A rapid increase of soil organic carbon in paddy fields after applying organic fertilizer with reduced inorganic fertilizer and water-saving irrigation is linked with alterations in the structure and function of soil bacteria

The soil organic carbon (SOC), a direct reflection of carbon (C) sequestration, is associated with soil fertility, rice yield, and greenhouse gas emissions in paddy fields. Paddy field management practices are the primary cause of SOC changes. Aromatic rice, popular among consumers for its unique aroma, is cultivated and managed differently from conventional rice, and the underlying mechanisms of C sequestration in aromatic rice paddies have not been fully explored.

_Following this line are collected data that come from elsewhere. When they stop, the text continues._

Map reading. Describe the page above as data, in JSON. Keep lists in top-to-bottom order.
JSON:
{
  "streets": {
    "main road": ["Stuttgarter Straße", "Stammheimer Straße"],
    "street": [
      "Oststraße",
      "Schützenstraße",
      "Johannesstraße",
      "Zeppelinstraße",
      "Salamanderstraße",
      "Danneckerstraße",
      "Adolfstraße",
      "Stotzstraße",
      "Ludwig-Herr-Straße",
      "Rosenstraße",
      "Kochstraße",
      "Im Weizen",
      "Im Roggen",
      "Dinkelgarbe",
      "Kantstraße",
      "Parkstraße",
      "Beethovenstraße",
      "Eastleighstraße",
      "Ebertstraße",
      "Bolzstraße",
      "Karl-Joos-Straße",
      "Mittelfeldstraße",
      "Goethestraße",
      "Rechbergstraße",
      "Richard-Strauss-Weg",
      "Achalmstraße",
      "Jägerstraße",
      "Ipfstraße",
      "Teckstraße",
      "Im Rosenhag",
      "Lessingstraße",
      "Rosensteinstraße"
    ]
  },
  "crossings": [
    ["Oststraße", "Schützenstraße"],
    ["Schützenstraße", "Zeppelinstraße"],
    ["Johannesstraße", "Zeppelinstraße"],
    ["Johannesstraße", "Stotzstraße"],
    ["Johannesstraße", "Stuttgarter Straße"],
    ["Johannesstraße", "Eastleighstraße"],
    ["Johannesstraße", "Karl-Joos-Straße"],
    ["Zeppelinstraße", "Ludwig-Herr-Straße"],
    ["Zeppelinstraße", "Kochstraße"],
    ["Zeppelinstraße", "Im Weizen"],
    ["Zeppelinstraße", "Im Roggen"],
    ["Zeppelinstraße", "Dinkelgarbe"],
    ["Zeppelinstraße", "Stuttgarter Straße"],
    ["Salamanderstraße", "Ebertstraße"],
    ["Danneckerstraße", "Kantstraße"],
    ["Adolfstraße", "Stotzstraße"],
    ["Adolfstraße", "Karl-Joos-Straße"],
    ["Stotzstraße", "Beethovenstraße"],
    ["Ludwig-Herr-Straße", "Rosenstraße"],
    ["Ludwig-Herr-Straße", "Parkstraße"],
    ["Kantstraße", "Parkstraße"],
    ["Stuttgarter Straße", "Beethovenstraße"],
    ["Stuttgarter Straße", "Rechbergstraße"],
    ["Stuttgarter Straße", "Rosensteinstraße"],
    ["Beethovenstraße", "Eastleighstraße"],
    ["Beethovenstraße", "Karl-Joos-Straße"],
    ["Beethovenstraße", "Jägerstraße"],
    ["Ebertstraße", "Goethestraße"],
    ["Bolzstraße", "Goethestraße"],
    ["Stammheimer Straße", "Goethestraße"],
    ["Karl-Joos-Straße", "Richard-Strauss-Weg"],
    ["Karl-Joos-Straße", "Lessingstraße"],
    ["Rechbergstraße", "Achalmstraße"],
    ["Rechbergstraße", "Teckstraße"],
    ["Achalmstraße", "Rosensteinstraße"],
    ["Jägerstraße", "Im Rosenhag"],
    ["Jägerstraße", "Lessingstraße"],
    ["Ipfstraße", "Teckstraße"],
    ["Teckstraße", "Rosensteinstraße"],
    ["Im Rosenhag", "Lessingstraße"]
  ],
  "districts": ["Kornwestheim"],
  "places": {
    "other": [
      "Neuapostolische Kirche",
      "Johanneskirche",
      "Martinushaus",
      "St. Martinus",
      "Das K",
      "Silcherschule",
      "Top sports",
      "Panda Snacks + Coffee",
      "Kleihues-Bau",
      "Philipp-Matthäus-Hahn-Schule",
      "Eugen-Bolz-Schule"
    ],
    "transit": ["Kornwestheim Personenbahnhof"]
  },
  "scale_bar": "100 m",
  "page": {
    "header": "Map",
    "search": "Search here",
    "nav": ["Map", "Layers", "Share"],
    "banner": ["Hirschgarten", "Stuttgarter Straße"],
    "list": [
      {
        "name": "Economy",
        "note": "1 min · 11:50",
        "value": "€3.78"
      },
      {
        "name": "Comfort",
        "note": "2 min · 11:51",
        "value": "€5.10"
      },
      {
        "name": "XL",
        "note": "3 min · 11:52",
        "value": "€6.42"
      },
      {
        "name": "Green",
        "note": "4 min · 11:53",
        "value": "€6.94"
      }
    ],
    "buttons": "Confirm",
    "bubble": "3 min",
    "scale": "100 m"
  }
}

Field experiments were conducted across two years, at five distinct ecological sites in Xingning (XN), Nanxiong (NX), Conghua (CH), Luoding (LD), and Zengcheng (ZC), implementing two treatments: inorganic fertilizer reduction combined with organic fertilizer and water-saving irrigation (IOW), and conventional cultivation (CC). C inputs from rice roots and straw, SOC content, CO₂ emission fluxes and totals, soil bacterial community composition and soil bacterial metabolic pathways were analyzed and measured. This study also investigated the interaction between SOC content and soil microbes in paddy fields under IOW treatment. The results showed that compared with CC, IOW significantly increased SOC content (16.5 %), reduced CO₂ emission fluxes and totals (11.6–18.5 %), enhanced aromatic rice yield (15.1 %) and 2-acetyl-1-pyrroline (2-AP) content (14.8 %). IOW significantly altered the soil bacterial community, enhanced C sequestration metabolic pathways and attenuated C consumption pathways in paddy fields, thereby increasing SOC content in aromatic rice paddies. Random forest analysis discovered that the most important bacteria associated with SOC content in paddy fields were Planctomycetota, Verrucomicrobia, and Gemmatimonadetes, while the most critical functions included other glycan degradation, CH₄ metabolism, and mannose type O-glycan biosynthesis. Additionally, IOW increased C inputs from straw and roots (3.1 % and 5.5 %, respectively), contributing to the increased SOC.